«Nous avons voulu présenter l'histoire de Montréal en situant la ville, dans le temps et l'espace, au coeur des grands réseaux.»

Francine Lelièvre a pas mal la plus belle job d'historienne à Montréal: elle dirige Pointe-à-Callière, le musée d'histoire et d'archéologie de Montréal. Sur les lieux mêmes du premier établissement de l'île, au confluent du Saint-Laurent - que les Iroquoiens, les premiers habitants, appelaient «le chemin qui marche» - et la rivière Saint-Pierre, renflouée depuis.

«Pointe-à-Callière est le lieu identitaire de Montréal», dira l'historienne en présentant à La Presse le troisième spectacle multimédia de l'histoire du musée, Signé Montréal, que le public pourra voir à compter de mardi.

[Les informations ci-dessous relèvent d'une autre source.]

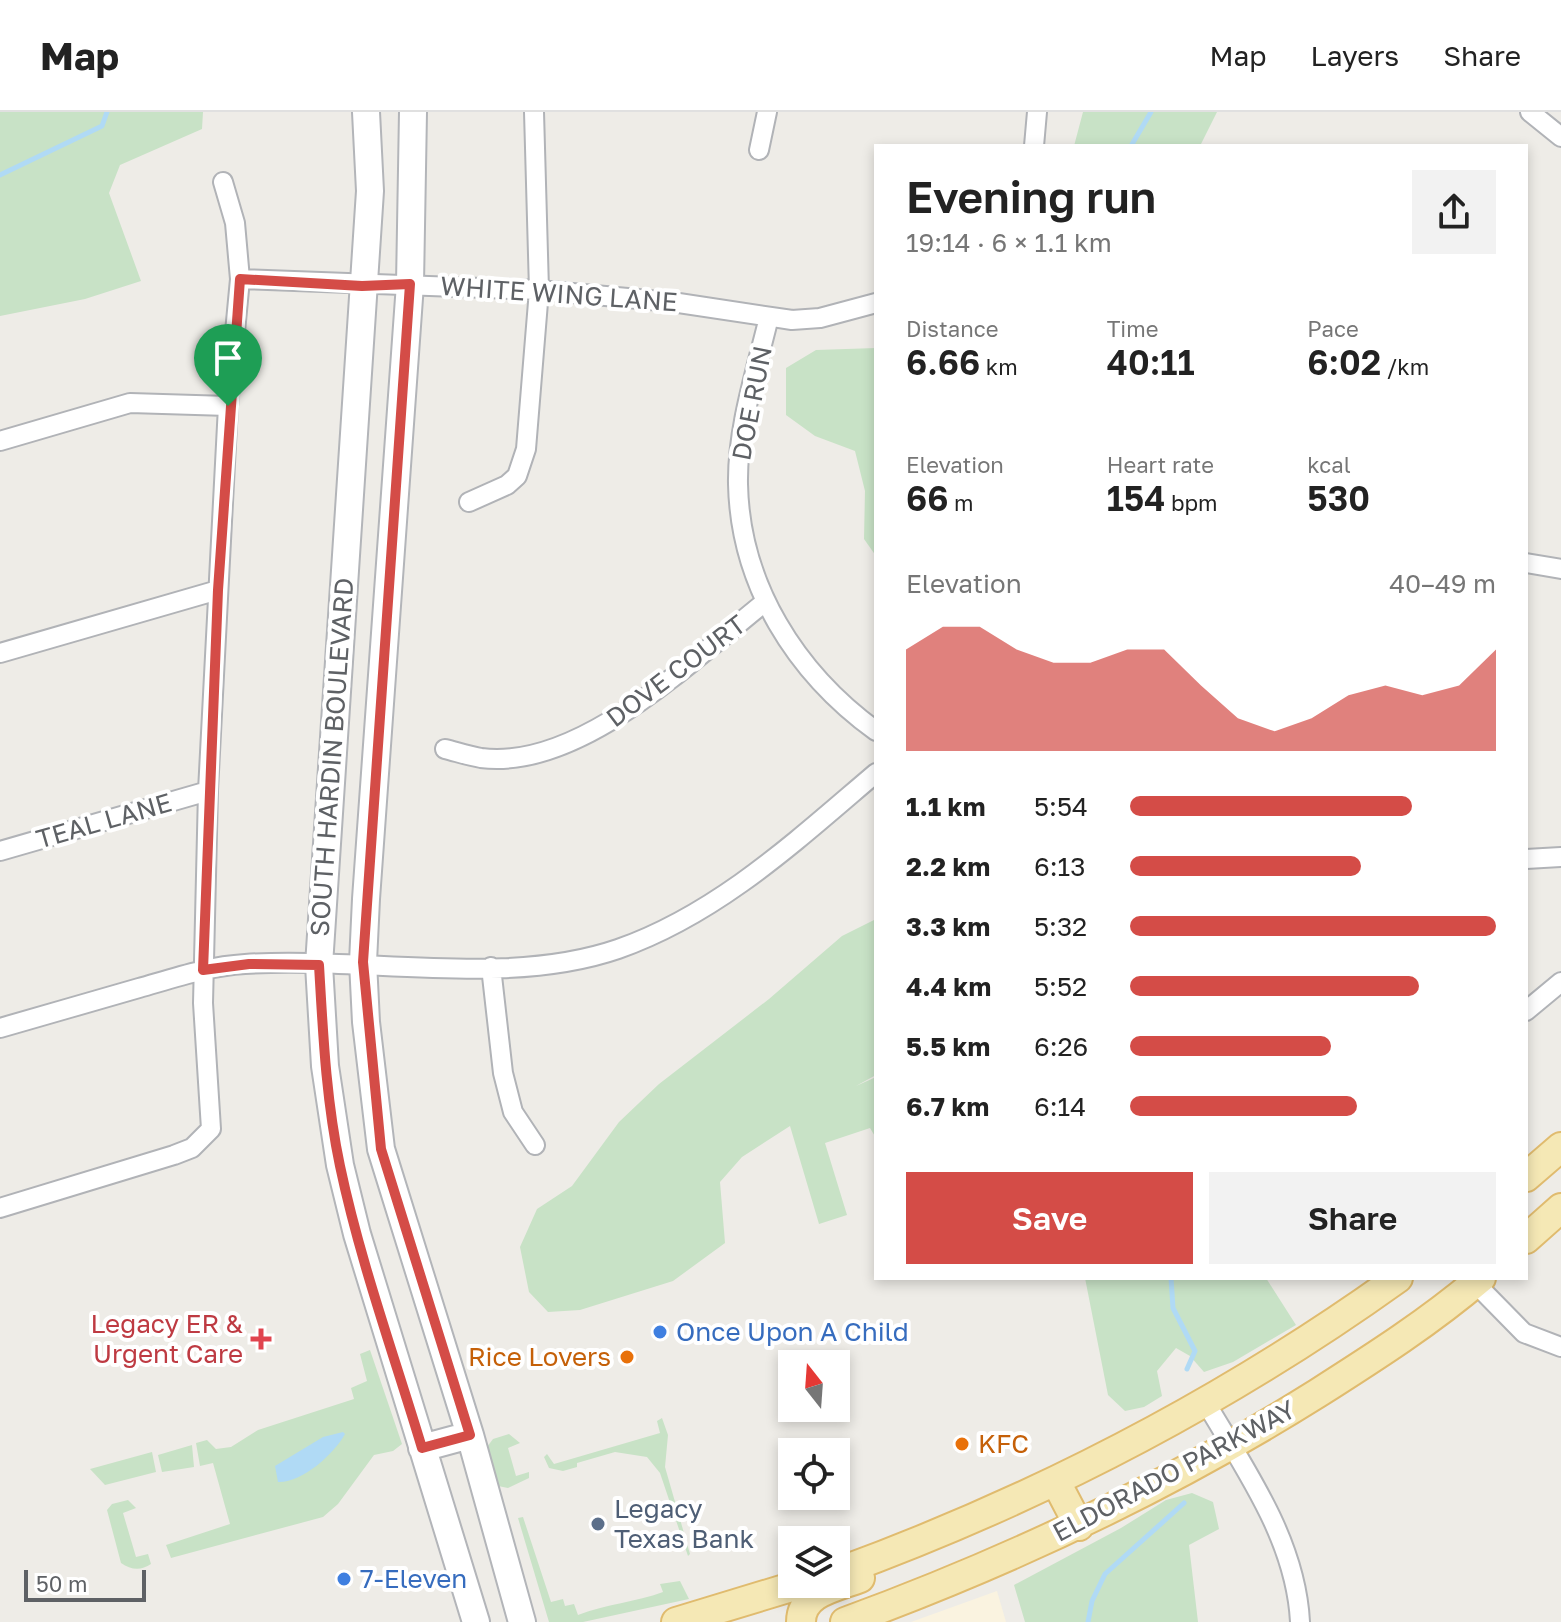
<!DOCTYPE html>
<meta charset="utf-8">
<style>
:root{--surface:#fff;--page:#f2f2f2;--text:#222;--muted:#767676;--line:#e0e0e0;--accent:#d44c47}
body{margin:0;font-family:"Golos Text",sans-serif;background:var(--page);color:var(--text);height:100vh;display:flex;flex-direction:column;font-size:30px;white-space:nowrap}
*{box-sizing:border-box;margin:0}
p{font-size:26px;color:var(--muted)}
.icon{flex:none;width:44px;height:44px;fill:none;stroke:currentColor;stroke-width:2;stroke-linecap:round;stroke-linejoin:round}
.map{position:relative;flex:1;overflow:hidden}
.side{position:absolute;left:874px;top:32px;width:654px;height:1136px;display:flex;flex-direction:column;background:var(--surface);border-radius:0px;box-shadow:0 4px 12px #0003}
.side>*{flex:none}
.needle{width:52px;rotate:343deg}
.controls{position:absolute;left:778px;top:1238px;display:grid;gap:16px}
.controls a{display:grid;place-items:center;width:72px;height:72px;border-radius:0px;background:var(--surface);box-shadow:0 4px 12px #0003;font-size:40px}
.scale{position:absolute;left:24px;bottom:20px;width:122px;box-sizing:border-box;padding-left:8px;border:4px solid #5e6165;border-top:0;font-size:22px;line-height:28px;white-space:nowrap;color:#5e6165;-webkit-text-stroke:6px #fff;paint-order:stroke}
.pin{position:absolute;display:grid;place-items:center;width:68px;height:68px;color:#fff;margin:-82px -34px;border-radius:50% 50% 50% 0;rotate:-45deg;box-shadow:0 0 8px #0007}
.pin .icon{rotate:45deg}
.round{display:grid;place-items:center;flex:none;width:84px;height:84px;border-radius:0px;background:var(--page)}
.headline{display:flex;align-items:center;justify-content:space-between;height:136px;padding:0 32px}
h1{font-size:44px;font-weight:600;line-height:60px}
.figures{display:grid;grid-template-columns:repeat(3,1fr);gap:12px;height:136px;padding:8px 32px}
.figures div{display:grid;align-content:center}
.figures b{font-size:34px;font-weight:600}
.figures small{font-size:22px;font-weight:400}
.figures p{font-size:22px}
.chart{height:224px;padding:16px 32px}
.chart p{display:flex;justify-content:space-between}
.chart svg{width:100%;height:144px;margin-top:8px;fill:var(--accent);opacity:.7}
.primary-button{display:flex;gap:16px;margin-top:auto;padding:16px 32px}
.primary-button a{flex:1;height:92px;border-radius:0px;background:var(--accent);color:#fff;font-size:32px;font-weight:600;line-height:92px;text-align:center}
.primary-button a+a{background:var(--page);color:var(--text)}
ul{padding:0 32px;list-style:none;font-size:26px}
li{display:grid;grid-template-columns:128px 96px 1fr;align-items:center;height:60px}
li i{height:20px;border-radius:10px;background:var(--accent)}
header{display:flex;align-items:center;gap:48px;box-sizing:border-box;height:112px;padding:0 40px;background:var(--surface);border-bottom:2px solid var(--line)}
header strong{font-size:38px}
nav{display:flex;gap:44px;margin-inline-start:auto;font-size:28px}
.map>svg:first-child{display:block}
</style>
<header>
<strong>Map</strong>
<nav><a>Map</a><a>Layers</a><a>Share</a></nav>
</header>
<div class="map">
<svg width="1561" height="1510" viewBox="0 0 1561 1510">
<rect width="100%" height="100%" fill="#eeece7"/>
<path fill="#faf3e0" d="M 997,1479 L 1006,1510 L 911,1510 Z"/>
<path fill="#c8e2c6" d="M 0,0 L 203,0 L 202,17 L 120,53 L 109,81 L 141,169 L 85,187 L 0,204 Z
M 1083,0 L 1217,0 L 1200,34 L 1074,34 Z
M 876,236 L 876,444 L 864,427 L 865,379 L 855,339 L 815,324 L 786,303 L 786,256 L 816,238 Z
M 876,807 L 876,963 L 856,974 L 876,965 L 876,1026 L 870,1016 L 825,1031 L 847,1103 L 819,1112 L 790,1014 L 742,1045 L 720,1070 L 725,1131 L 673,1169 L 580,1198 L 548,1200 L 529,1180 L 520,1135 L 537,1097 L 572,1074 L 619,1010 L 659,972 L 769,887 L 842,824 Z
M 1085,1166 L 1266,1166 L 1296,1213 L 1233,1250 L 1204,1260 L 1190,1244 L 1176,1236 L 1157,1259 L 1162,1284 L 1144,1295 L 1125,1299 L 1108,1283 Z
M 370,1238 L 402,1332 L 393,1339 L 374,1343 L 338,1392 L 323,1405 L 171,1446 L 166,1433 L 230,1412 L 213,1351 L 200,1354 L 196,1331 L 207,1328 L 216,1337 L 231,1335 L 258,1318 L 354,1287 L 351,1276 L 367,1269 L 360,1242 Z
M 662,1306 L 668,1323 L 665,1355 L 690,1442 L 688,1444 L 660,1361 L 647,1345 L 615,1340 L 577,1351 L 577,1355 L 563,1359 L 549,1356 L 544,1345 L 547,1342 L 554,1352 L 660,1321 L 657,1309 Z
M 509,1322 L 520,1331 L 508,1336 L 516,1364 L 529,1360 L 529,1366 L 508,1376 L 498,1374 L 487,1335 L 493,1327 Z
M 192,1333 L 194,1355 L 162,1360 L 158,1343 Z
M 152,1340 L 156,1360 L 105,1373 L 90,1357 Z
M 1192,1381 L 1213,1390 L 1219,1417 L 1189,1433 L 1198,1510 L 1025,1510 L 1014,1473 L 1121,1416 L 1166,1388 Z
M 128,1388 L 136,1396 L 123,1401 L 136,1445 L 148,1442 L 151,1452 C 141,1459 131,1458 121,1451 L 107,1398 L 112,1392 Z
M 523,1405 L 551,1490 L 563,1487 L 565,1494 L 574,1492 L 578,1503 C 606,1492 636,1490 663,1480 L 660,1472 L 680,1469 L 689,1487 L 583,1510 L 549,1510 L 518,1406 Z"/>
<path fill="#b0daf5" d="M 343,1320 L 345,1322 C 334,1342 302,1371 278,1370 L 275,1354 L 323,1325 Z"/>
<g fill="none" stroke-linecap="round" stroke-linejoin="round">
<path stroke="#b0daf5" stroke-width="5" d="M 1131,34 L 1151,0
M 0,63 L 102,14 L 107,0
M 1171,1166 L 1173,1196 L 1195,1239 L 1187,1257
M 1088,1510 L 1092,1489 L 1105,1462 L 1184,1391"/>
<g stroke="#b1b3b7" stroke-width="22">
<path id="minor" d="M 1530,0 L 1561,25
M 1034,34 L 1037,0
M 759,38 L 767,0
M 240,167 L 539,178 L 672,190 L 792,208 L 820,206 L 876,191
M 769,205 C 756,259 737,316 738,372 C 740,473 796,561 876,619
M 0,329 L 130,291 L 228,294
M 469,390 L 507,373 L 517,364 L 526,337 L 539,178 L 534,0
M 1526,451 L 1561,457
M 0,541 L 218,478
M 445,637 C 457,640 469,644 481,646 C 580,659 693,547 765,490
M 0,739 L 208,679
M 1526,747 L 1561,745
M 491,855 L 503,961 L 513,1000 L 535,1033
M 1526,899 L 1561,870
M 0,916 C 46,903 93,889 139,876 C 174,866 209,854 245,852 C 363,844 505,876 618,837 C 718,802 797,728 876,661
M 0,1096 L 174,1043 L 192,1036 L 211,1017 L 203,891 L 208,679 L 228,294 L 240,167 L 235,111 L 223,70
M 1470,1166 L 1524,1221 L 1561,1235
M 1206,1291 C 1246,1359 1296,1429 1300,1510"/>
</g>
<g stroke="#b3b5b9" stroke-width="30">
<path id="secondary" d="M 366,0 L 370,79 L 319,853 L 325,954 L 340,1053 L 357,1122 L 476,1510
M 413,0 L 410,172 L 366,787 L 363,850 L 366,910 L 381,1037 L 470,1323 L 522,1510
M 422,1336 L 470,1323"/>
</g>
<g stroke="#e0bb6e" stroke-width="32">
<path id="primary" d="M 1526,1065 L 1561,1035
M 1526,1127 L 1561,1096
M 1056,1370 L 1079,1414
M 836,1461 C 1036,1388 1225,1290 1398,1166
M 676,1510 L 801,1472
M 801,1510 C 801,1480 837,1475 860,1466
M 845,1510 C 1011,1449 1168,1375 1318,1281 C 1373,1246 1431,1209 1481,1166"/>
</g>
<use href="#minor" stroke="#fff" stroke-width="18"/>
<use href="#secondary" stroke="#fff" stroke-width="26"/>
<use href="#primary" stroke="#f5e8b5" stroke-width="28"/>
</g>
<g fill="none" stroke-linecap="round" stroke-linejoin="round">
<g stroke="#fff" stroke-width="16">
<path id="route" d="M 240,167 L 362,174 L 410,172 L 363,850 L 381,1037 L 470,1323 L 422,1336 C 394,1243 360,1149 340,1054 C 326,988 323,921 319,853 L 249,852 L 203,858 L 218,478 Z"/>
</g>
<use href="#route" stroke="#d44c47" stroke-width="10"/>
</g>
<g fill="#3f7fe0" stroke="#fff" stroke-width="3">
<circle cx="660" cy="1220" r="8"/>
<circle cx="344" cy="1467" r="8"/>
</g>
<path fill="#e0444e" stroke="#fff" stroke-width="3" d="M257 1215h8v8h8v8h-8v8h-8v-8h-8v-8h8z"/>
<g fill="#e8710a" stroke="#fff" stroke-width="3">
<circle cx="627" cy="1245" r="8"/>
<circle cx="962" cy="1332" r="8"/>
</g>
<circle fill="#5c6f8a" stroke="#fff" stroke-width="3" cx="598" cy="1412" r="8"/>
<g text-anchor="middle" stroke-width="8" stroke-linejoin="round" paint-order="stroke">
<g font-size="26" fill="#5e6165" stroke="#fff">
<text transform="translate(559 182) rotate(4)" y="9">WHITE WING LANE</text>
<text transform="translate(752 291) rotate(-79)" y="9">DOE RUN</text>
<text transform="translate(676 559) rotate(-37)" y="9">DOVE COURT</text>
<text transform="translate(332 645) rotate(-86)" y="9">SOUTH HARDIN BOULEVARD</text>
<text transform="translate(104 709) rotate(-16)" y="9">TEAL LANE</text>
<text transform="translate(1174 1359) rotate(-28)" y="9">ELDORADO PARKWAY</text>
</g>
<g font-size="26" fill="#be3a42" stroke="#fff" text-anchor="end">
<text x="243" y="1221">Legacy ER &amp;<tspan x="243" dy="30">Urgent Care</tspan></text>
</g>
<g font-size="26" fill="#366cbe" stroke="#fff" text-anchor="start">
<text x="676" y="1229">Once Upon A Child</text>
<text x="360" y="1476">7-Eleven</text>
</g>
<g font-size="26" fill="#c56008" stroke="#fff" text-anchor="end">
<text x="611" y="1254">Rice Lovers</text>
<text x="978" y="1341" text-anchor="start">KFC</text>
</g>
<g font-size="26" fill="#4e5e75" stroke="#fff" text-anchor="start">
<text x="614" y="1406">Legacy<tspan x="614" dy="30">Texas Bank</tspan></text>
</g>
</g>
</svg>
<div class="controls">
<a><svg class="needle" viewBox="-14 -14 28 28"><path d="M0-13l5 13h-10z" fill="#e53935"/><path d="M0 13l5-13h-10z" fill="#767676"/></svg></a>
<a><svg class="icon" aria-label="locate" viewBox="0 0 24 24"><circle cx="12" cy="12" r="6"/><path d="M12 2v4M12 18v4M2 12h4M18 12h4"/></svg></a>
<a><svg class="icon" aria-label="layers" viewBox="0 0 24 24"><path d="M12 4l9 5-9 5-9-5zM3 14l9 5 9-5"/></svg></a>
</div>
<div class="scale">50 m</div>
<div class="pin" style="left:228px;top:294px;background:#1e9e55"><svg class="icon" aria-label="arrive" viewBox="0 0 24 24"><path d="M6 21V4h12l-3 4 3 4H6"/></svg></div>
<section class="side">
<div class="headline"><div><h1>Evening run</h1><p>19:14 · 6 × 1.1 km</p></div><a class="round"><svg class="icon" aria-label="share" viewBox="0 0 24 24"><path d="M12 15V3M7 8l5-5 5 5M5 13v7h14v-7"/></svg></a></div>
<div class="figures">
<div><p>Distance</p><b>6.66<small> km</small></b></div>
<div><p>Time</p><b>40:11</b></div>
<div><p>Pace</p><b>6:02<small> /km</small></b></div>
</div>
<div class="figures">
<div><p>Elevation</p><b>66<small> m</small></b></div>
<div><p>Heart rate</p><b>154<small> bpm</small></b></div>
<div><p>kcal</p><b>530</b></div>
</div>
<div class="chart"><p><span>Elevation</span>40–49 m</p>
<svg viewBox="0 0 160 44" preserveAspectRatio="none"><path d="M0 44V13L10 6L20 6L30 13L40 17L50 17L60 13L70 13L80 24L90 34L100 38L110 34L120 27L130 24L140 27L150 24L160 13V44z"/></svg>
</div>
<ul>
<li><b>1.1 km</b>5:54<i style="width:77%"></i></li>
<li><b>2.2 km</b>6:13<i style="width:63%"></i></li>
<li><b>3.3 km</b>5:32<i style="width:100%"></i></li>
<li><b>4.4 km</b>5:52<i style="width:79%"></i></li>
<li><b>5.5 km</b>6:26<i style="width:55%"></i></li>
<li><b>6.7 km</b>6:14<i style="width:62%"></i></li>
</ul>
<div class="primary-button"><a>Save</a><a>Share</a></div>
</section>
</div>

En 1992, le premier spectacle multimédia de Pointe-à-Callière avait une approche cinématographique; pour le deuxième, au tournant du millénaire, on avait choisi un déploiement théâtral.

Signé Montréal a été conçu à partir d'une approche graphique mise au point par les créateurs de Moment Factory et de gsmprjct°, deux firmes montréalaises choisies parmi la huitaine de consortiums, à qui Pointe-à-Callière a commandé un spectacle «grand public» - public adulte et scolaire, local et touristique - et à la fine pointe de la technologie. Et qui doit, en 18 minutes, «faire connaître et aimer» l'histoire de Montréal.

Le tout sous la surveillance d'un comité scientifique formé de 20 historiens et d'un comité technologique idoine. «Nous avions établi une vingtaine de paramètres technologiques et autant de paramètres de contenu», explique Anne Élizabeth Thibault, la chargée de projet. «Cette «bible» nous a servi de guide jusqu'à la fin.»

Et voici Signé Montréal, scénarisé par Pierre Szalowski, spectacle multimédia «immersif» tant du point de vue visuel que sonore. Trois écrans déployés sur trois côtés (270 degrés) pour une superficie de projection de 300 mètres carrés, avec système de projection vidéo doté de 15 ordis et utilisant le procédé de fusion des contours (edge blending): les rames du métro de Montréal tournent les coins comme si de rien n'était, au-dessus des vestiges (réels) de l'édifice de la Royal Insurance. Bleu et blanc tout le temps, le métro, mais ici brillant de 10 millions de pixels!

Le spectateur - qui peut soit s'assoir devant l'écran central ou se tenir debout sur les passerelles latérales - est muni d'un casque d'écoute dans lequel Montréal peut lui parler en huit langues: français, anglais, espagnol, allemand, italien, japonais, cantonais et arabe. La musique (d'Anthony Rozankovic) et les bruits sont en surround sound: attaques des Iroquois, bombardements de la Première Guerre, cris de la foule du Forum qui acclame Maurice Richard, le Rocket.

Et ça roule! La voix française de Montréal est celle d'Isabelle Miquelon qui, souriante à souhait, lit un texte de François Hébert. Le poète «de cirque et de circonstance» (l'Hexagone, 2009) a aussi écrit le texte du livre Signé Montréal qui contient, encapsulé dans la couverture, un échantillon de terre extrait par les archéologues sur le site même du fort Ville-Marie.

«Quand j'ai vu le spectacle, dit Francine Lelièvre, je me suis dit qu'il fallait un livre pour faire vivre cette histoire hors du musée.» Devant le court délai - moins de deux mois - le musée a dû éditer lui-même le livre.

De la belle ouvrage (60 $), où «Françoué» Hébert ne s'enfarge jamais dans la chronologie de ce «parcours éclaté» qui nous fait voir, ici, Mae West et les biscuits Whippets main à main dans le même paragraphe, là, le club de golf Royal Montreal sautant de son site original du parc Jeanne-Mance à l'île Bizard.

Le spectacle (comme le livre qui présente des images fixes tirées de la vidéo) met en relief sept grandes époques de l'histoire de Montréal «plaque tournante»: de la «mer de glace» au Montréal mondial (où il ne fait pas chaud non plus), en passant par Hochelaga, Ville-Marie le Montréal et le «Montreal» de l'empire britannique, devenue métropole, puis grande ville américaine.

«Chaque époque a son style graphique, rappelle Mme Lelièvre. Et les créateurs - un artiste différent pour chaque époque - ont respecté les styles.» Les époques, elles, ont imposé le rythme: lento dans le temps de Maisonneuve, plus speed autour du parc Molson du Rosemont moderne.

Pour Francine Lelièvre, qui se compte chanceuse d'avoir participé à la réalisation de «quelque chose de différent», Signé Montréal est né de la rencontre «unique» de l'Art, de la Technologie et de l'Histoire.